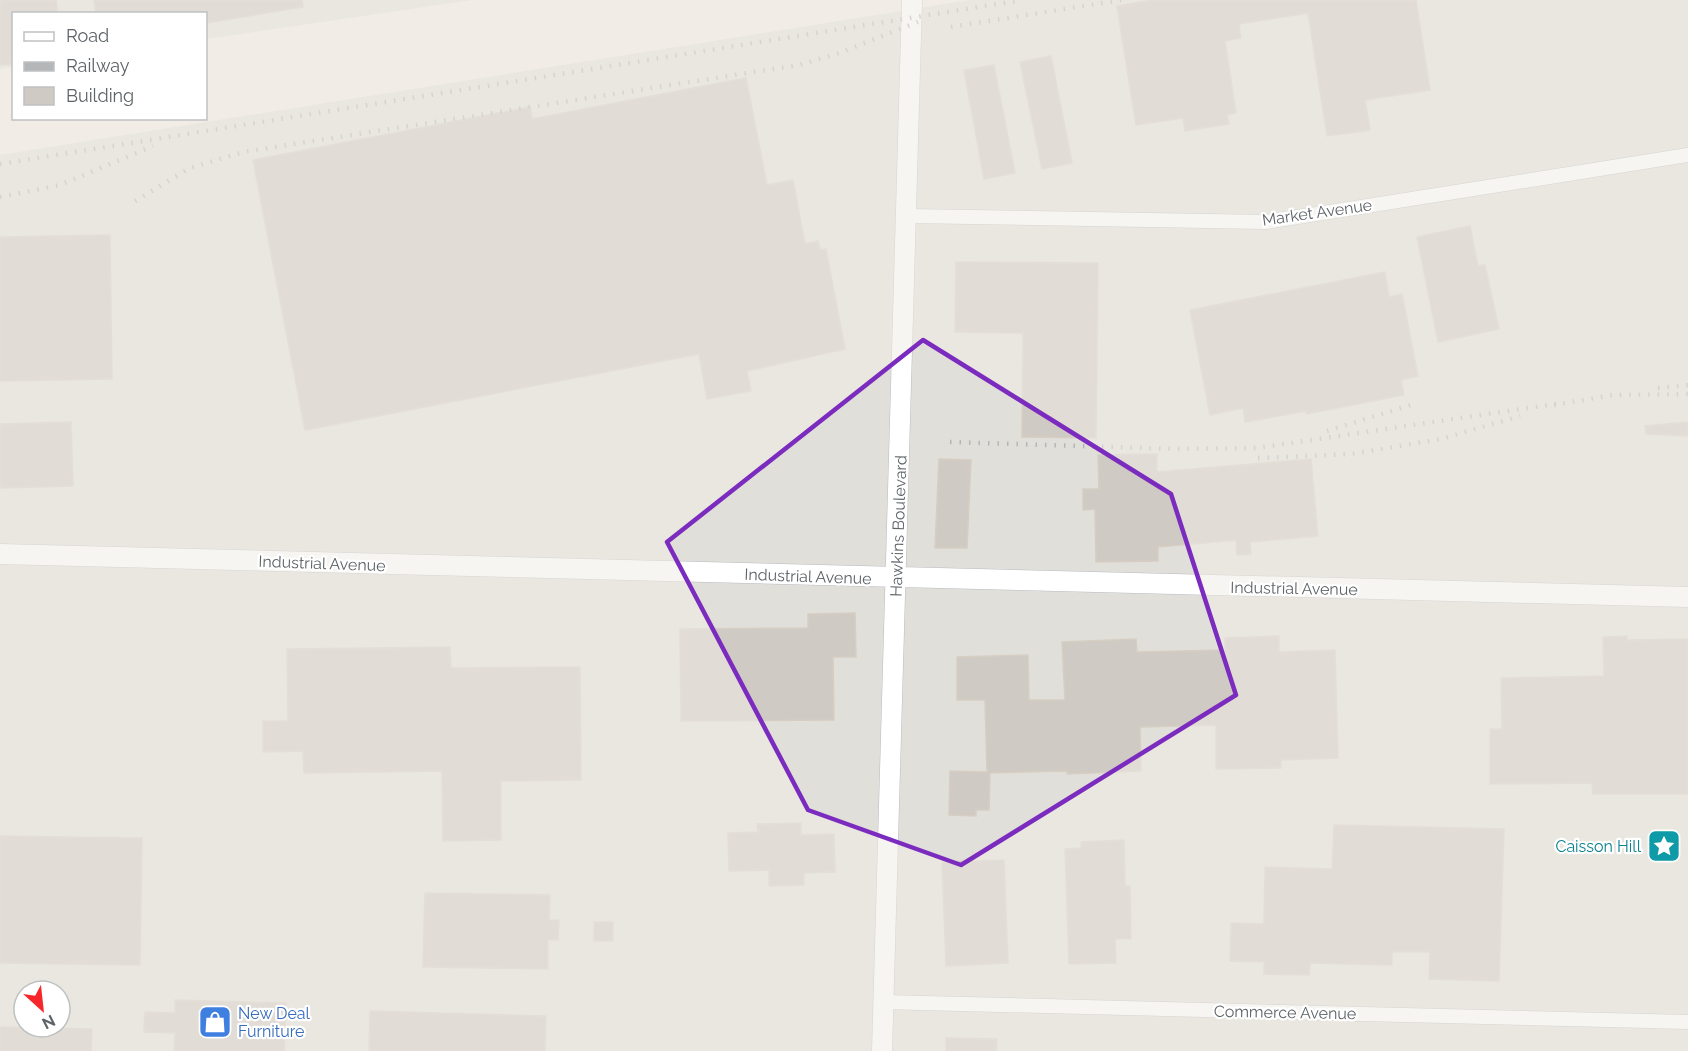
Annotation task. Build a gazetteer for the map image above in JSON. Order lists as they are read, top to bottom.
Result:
{
  "streets": {
    "street": [
      "Market Avenue",
      "Hawkins Boulevard",
      "Industrial Avenue",
      "Commerce Avenue"
    ]
  },
  "crossings": [
    ["Market Avenue", "Hawkins Boulevard"],
    ["Hawkins Boulevard", "Industrial Avenue"],
    ["Hawkins Boulevard", "Commerce Avenue"]
  ],
  "places": {
    "place": ["Caisson Hill"],
    "shop": ["New Deal Furniture"]
  },
  "legend": ["Road", "Railway", "Building"],
  "north": "bottom right"
}
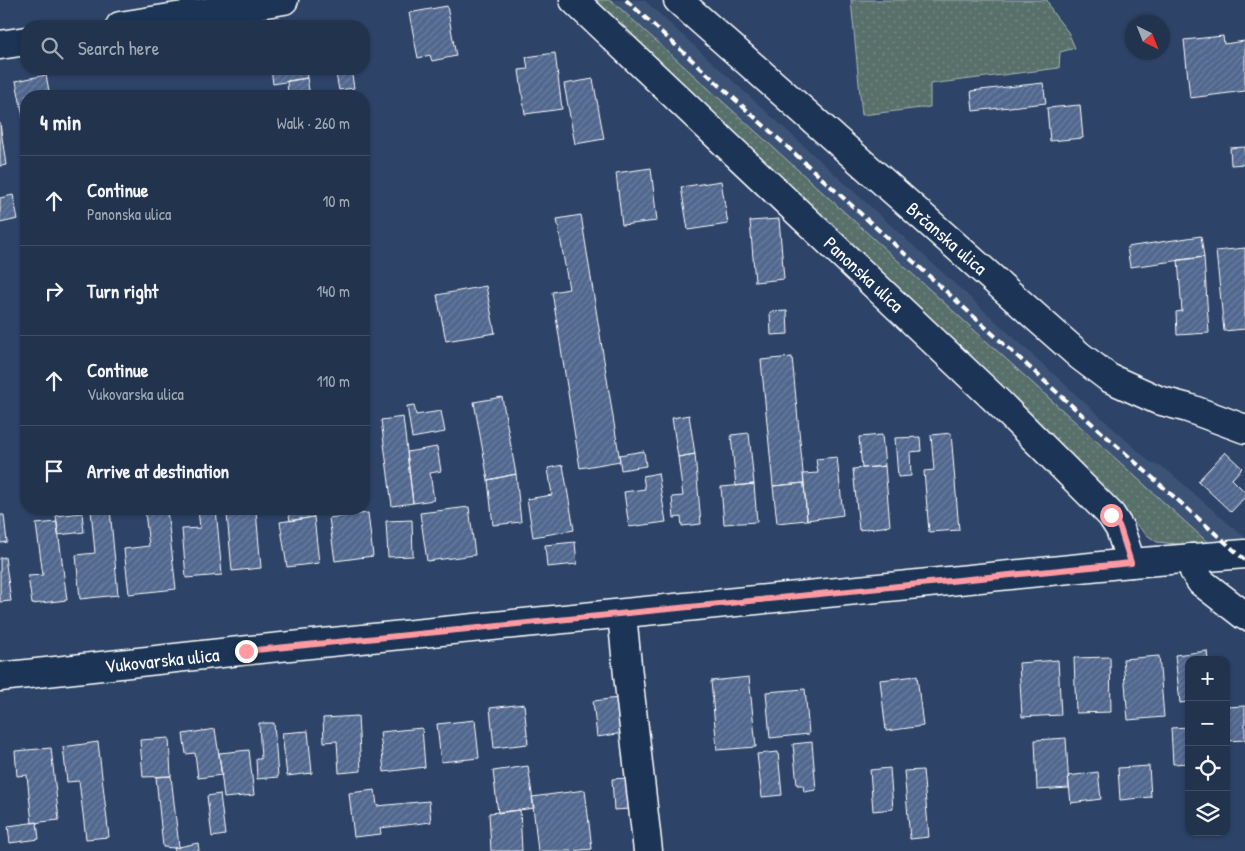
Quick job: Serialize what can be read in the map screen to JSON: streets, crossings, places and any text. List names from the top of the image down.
{
  "streets": {
    "street": ["Brčanska ulica", "Panonska ulica", "Vukovarska ulica"]
  },
  "crossings": [
    ["Panonska ulica", "Vukovarska ulica"]
  ],
  "north": "bottom right",
  "page": {
    "search": "Search here",
    "heading": ["4 min", "Walk · 260 m"],
    "list": [
      ["Continue", "Panonska ulica", "10 m"],
      ["Turn right", "140 m"],
      ["Continue", "Vukovarska ulica", "110 m"],
      "Arrive at destination"
    ],
    "map_buttons": ["+", "−"]
  }
}
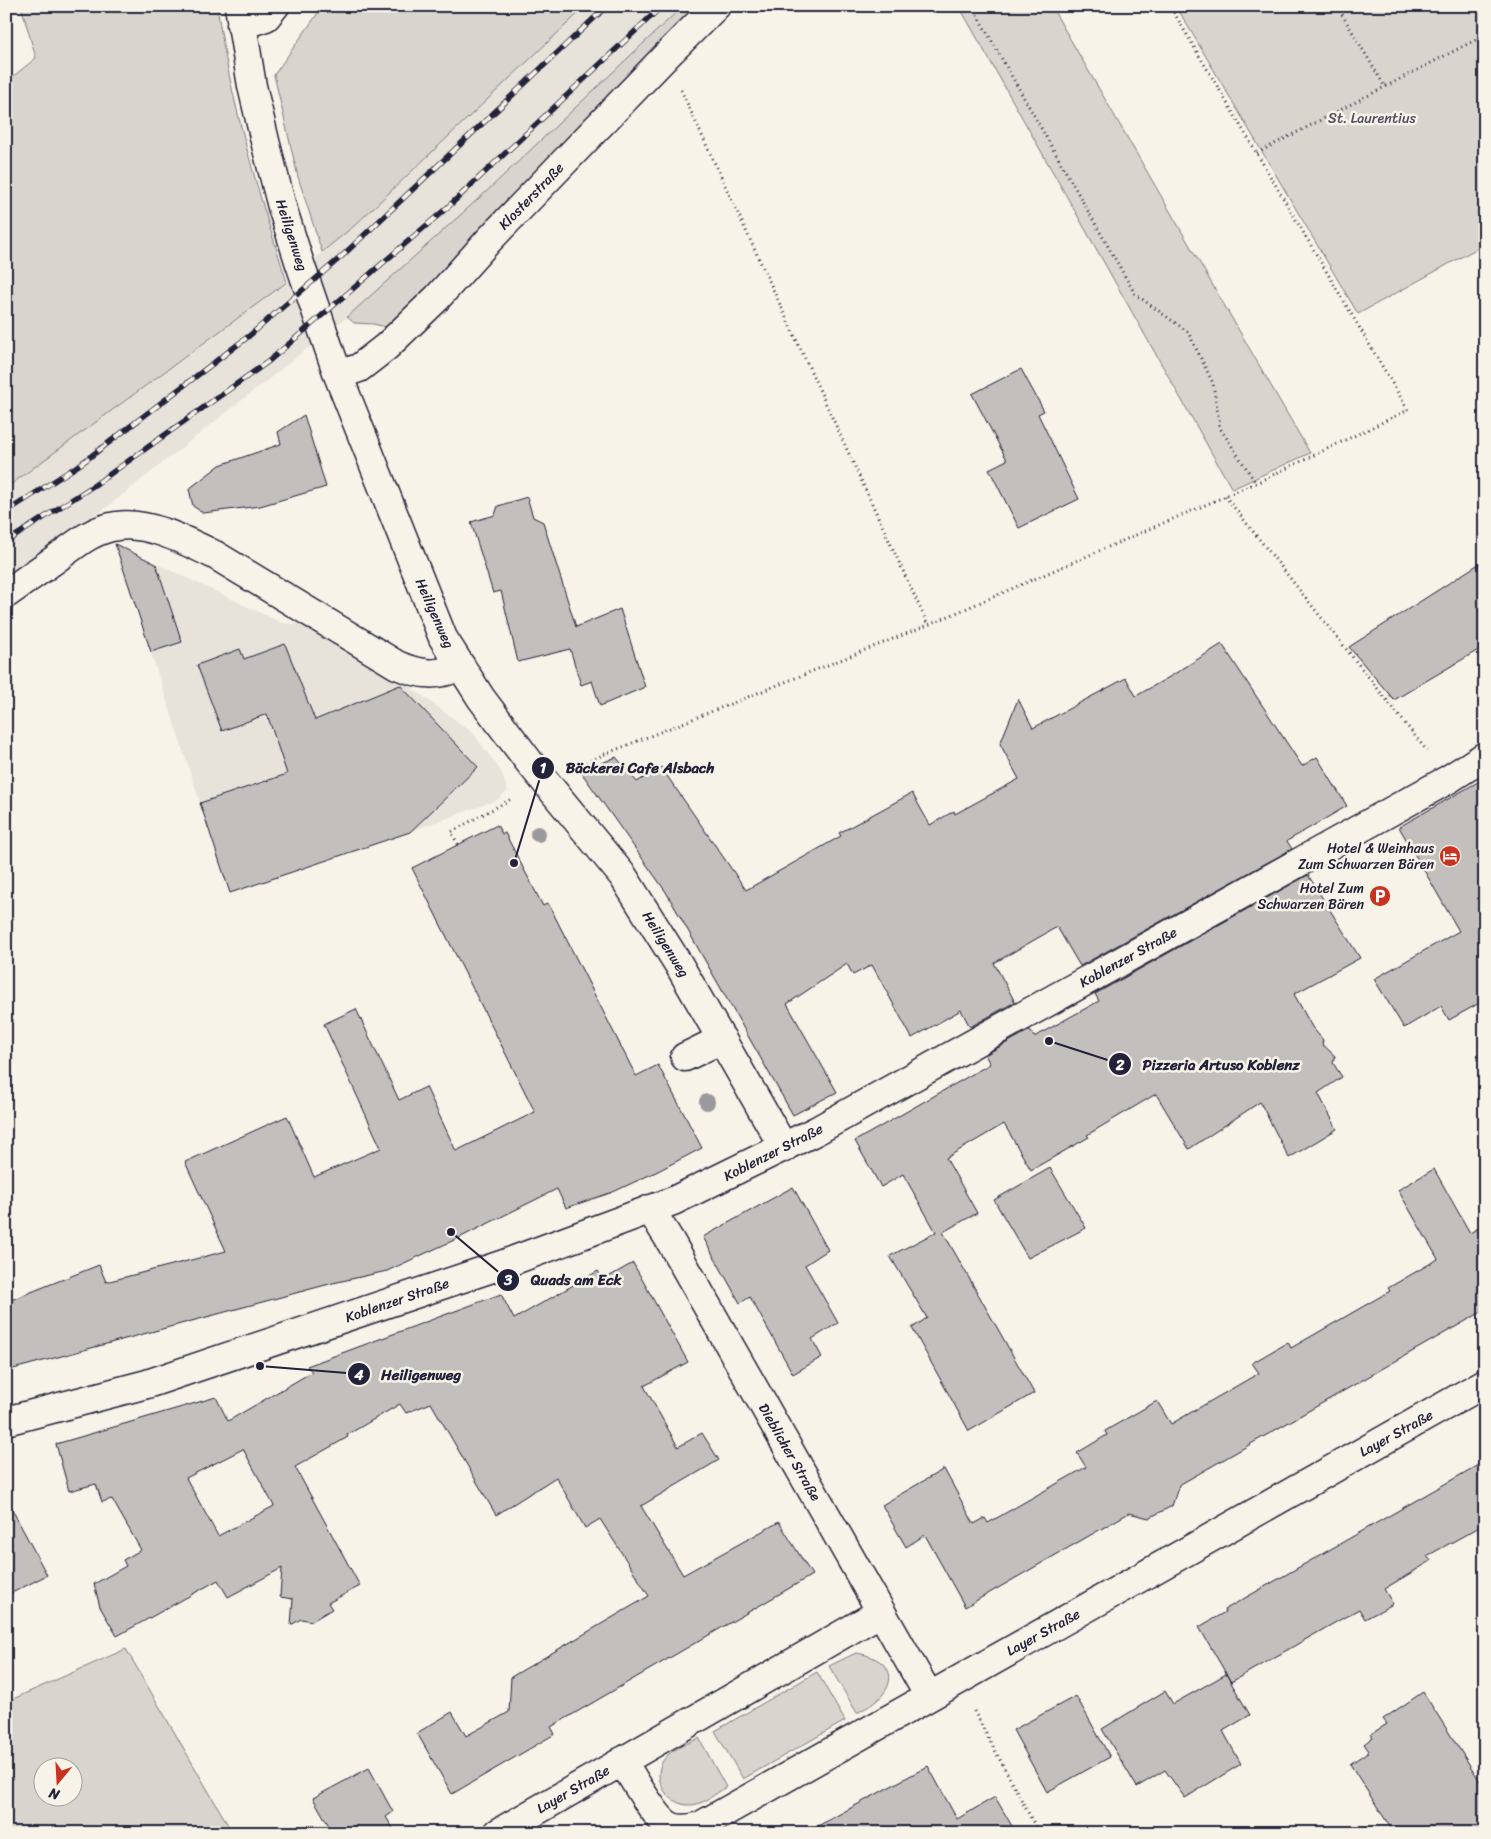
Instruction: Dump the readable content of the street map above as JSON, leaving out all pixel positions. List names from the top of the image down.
{
  "streets": {
    "street": [
      "Klosterstraße",
      "Heiligenweg",
      "Koblenzer Straße",
      "Layer Straße",
      "Dieblicher Straße"
    ]
  },
  "crossings": [
    ["Klosterstraße", "Heiligenweg"],
    ["Heiligenweg", "Koblenzer Straße"],
    ["Koblenzer Straße", "Dieblicher Straße"],
    ["Layer Straße", "Dieblicher Straße"]
  ],
  "parks": ["St. Laurentius"],
  "places": {
    "hotel": ["Hotel & Weinhaus Zum Schwarzen Bären"],
    "other": [
      "Bäckerei Cafe Alsbach",
      "Pizzeria Artuso Koblenz",
      "Quads am Eck",
      "Heiligenweg"
    ],
    "parking": ["Hotel Zum Schwarzen Bären"]
  },
  "north": "bottom"
}
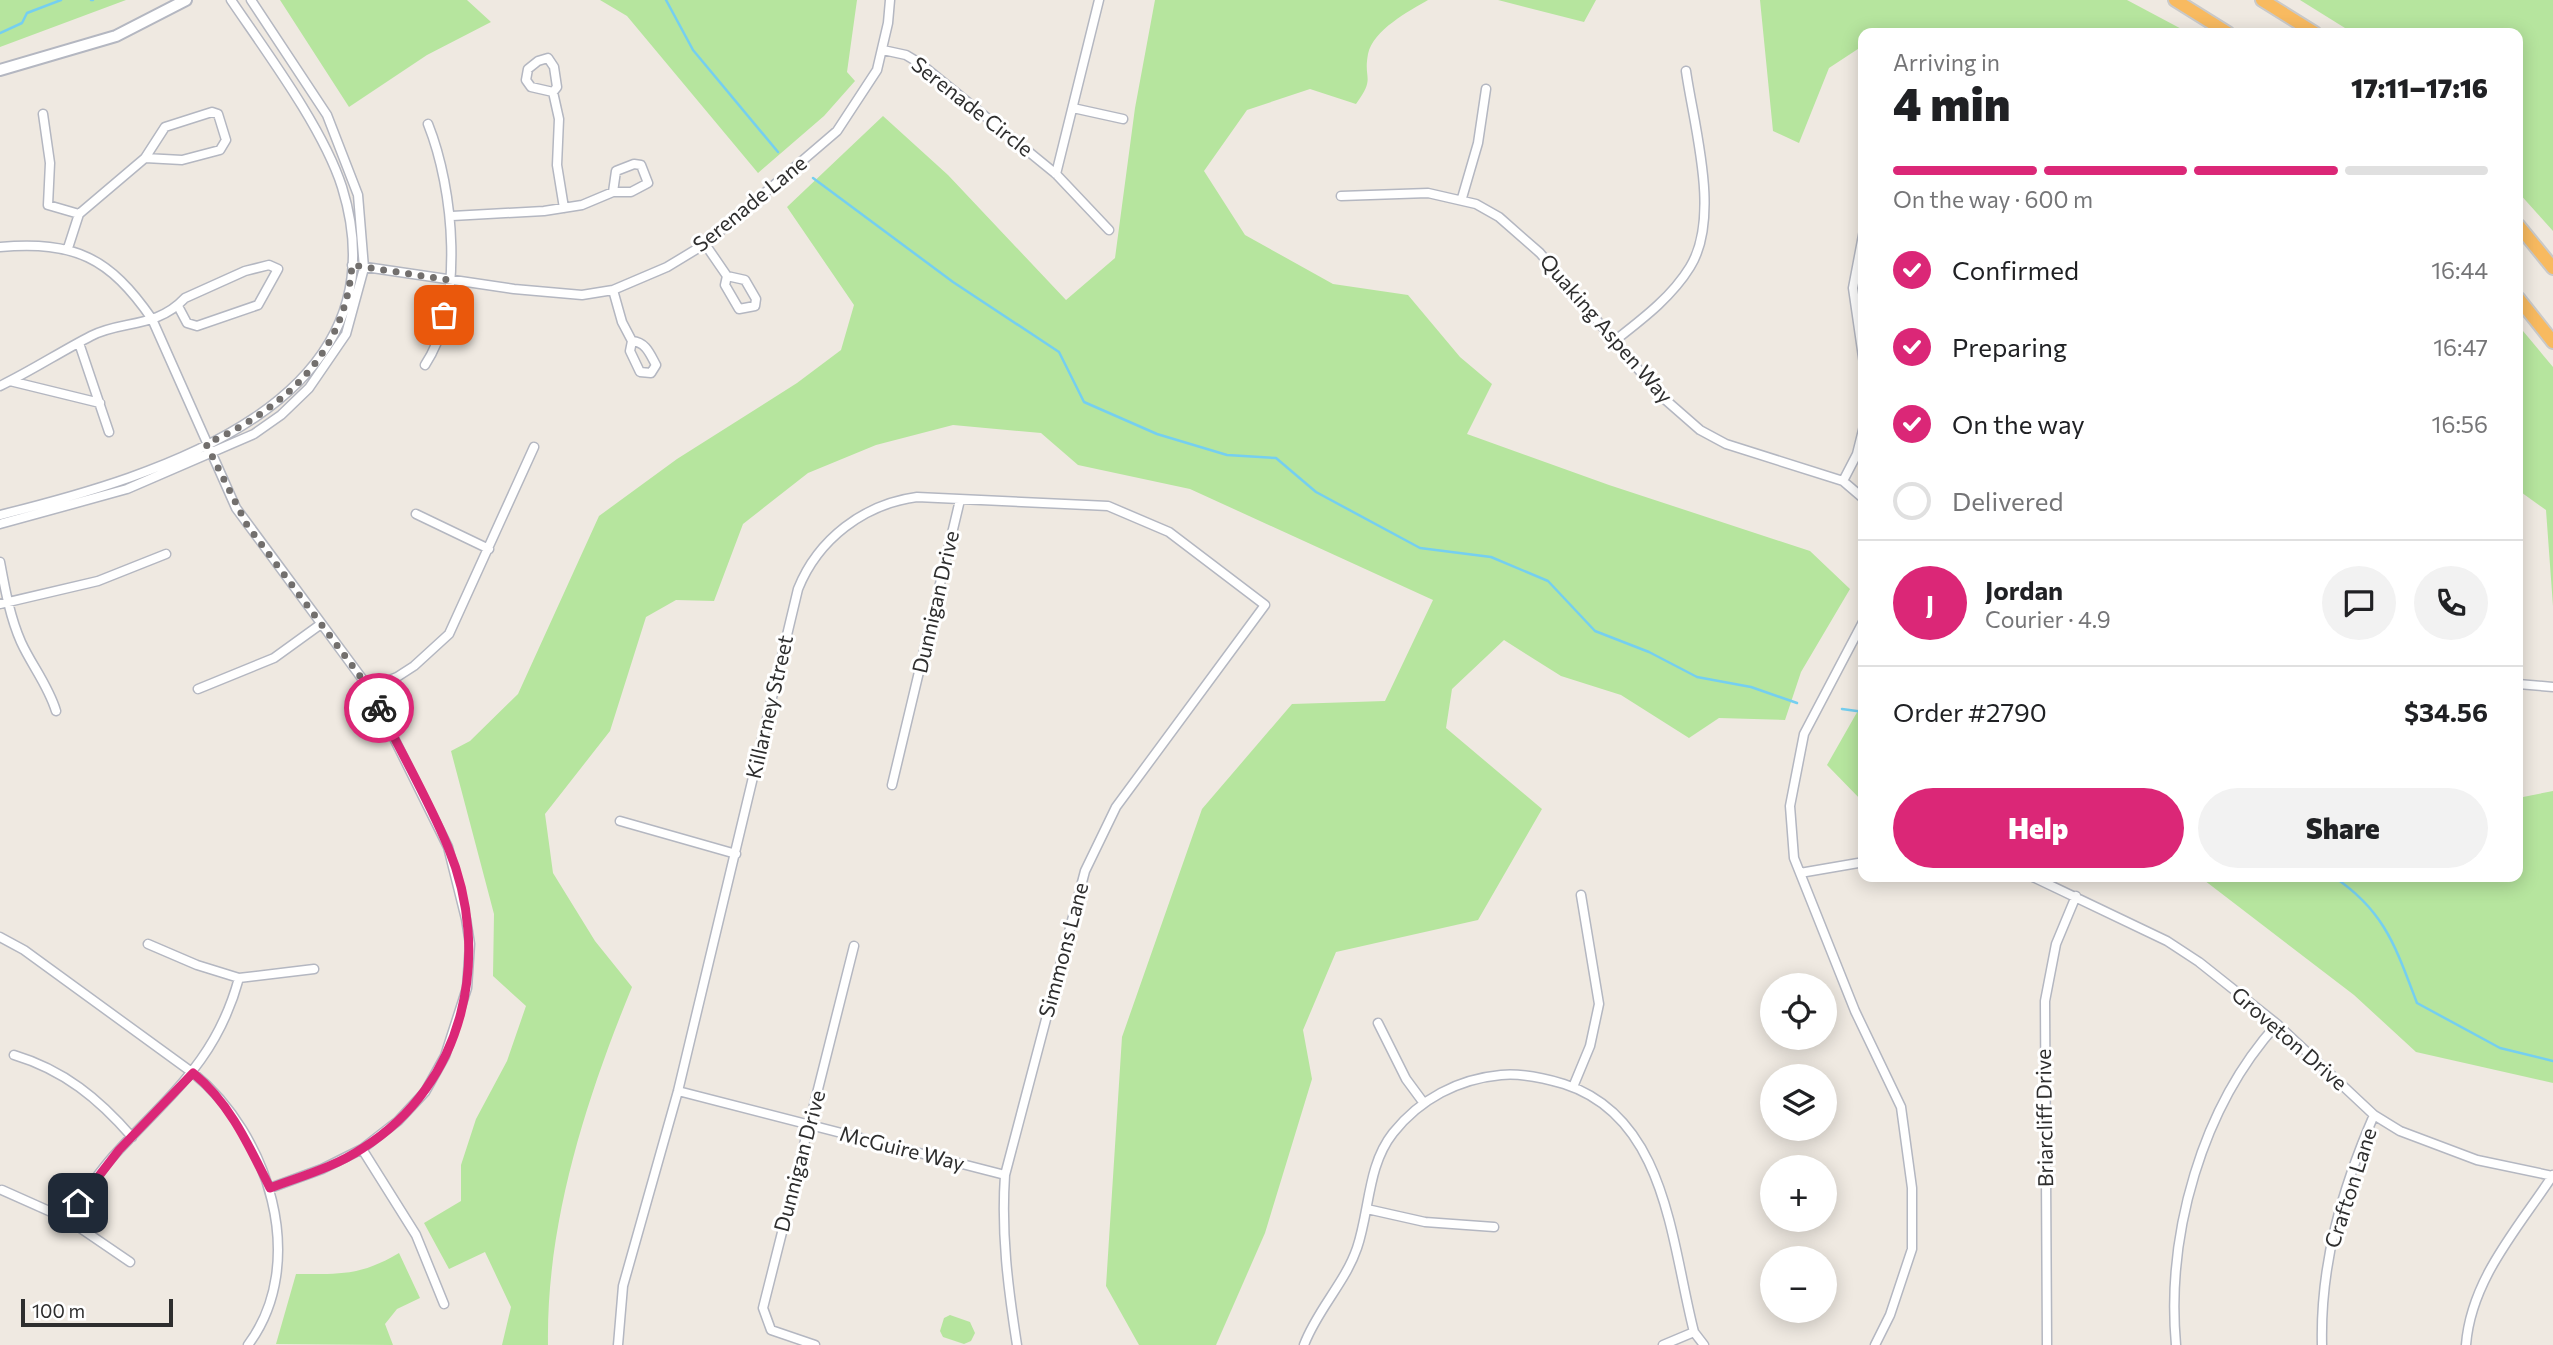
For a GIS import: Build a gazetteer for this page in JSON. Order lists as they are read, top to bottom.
---*---
Requirement: The lines you need are those holding the word "Order"; copy each of them from the material above.

Solved exercise:
Annotation task. Build a gazetteer for the map image above in JSON. Order lists as they are read, top to bottom.
For a GIS import: Build a gazetteer for this page in JSON. Order lists as they are read, top to bottom.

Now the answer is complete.